─── DATA PROVIDED ───

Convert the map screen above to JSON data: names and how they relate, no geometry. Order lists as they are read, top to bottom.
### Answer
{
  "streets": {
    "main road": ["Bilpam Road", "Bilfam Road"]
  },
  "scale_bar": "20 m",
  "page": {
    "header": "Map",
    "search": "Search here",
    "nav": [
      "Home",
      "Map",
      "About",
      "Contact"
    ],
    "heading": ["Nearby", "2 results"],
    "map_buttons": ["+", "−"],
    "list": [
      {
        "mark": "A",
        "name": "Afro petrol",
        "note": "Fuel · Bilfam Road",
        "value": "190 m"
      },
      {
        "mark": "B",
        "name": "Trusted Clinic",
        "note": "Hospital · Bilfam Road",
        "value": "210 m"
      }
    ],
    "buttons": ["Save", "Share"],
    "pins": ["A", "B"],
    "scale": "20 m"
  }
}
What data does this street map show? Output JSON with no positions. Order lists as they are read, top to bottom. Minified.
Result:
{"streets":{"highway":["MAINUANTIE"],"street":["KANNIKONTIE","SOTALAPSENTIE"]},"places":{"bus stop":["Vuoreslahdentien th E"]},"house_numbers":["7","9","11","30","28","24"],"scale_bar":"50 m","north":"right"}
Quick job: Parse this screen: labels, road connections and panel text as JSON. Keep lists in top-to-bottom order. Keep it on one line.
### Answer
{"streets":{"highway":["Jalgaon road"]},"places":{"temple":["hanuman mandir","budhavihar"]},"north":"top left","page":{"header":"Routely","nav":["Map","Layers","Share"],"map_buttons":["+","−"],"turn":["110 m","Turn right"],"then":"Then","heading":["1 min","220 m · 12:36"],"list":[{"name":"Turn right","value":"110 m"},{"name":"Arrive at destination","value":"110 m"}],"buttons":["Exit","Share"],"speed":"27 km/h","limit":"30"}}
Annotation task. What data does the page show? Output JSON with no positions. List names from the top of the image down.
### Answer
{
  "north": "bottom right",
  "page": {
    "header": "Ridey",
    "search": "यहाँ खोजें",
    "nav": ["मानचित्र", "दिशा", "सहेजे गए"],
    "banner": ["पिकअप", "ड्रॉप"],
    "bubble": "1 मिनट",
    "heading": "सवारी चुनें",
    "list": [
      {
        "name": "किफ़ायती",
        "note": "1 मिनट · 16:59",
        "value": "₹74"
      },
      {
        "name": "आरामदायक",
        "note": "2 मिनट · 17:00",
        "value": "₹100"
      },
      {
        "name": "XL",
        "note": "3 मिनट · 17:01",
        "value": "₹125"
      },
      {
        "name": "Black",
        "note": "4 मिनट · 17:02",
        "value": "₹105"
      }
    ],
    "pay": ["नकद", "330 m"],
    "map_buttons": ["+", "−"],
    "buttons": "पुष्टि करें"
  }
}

───

ACTIVITY >>
The lines in the records above that include the word "with" must be copied out.

EXERCISE RESULT >>
What data does this street map show? Output JSON with no positions. Order lists as they are read, top to bottom. Minified.
Annotation task. What data does the page show? Output JSON with no positions. List names from the top of the image down.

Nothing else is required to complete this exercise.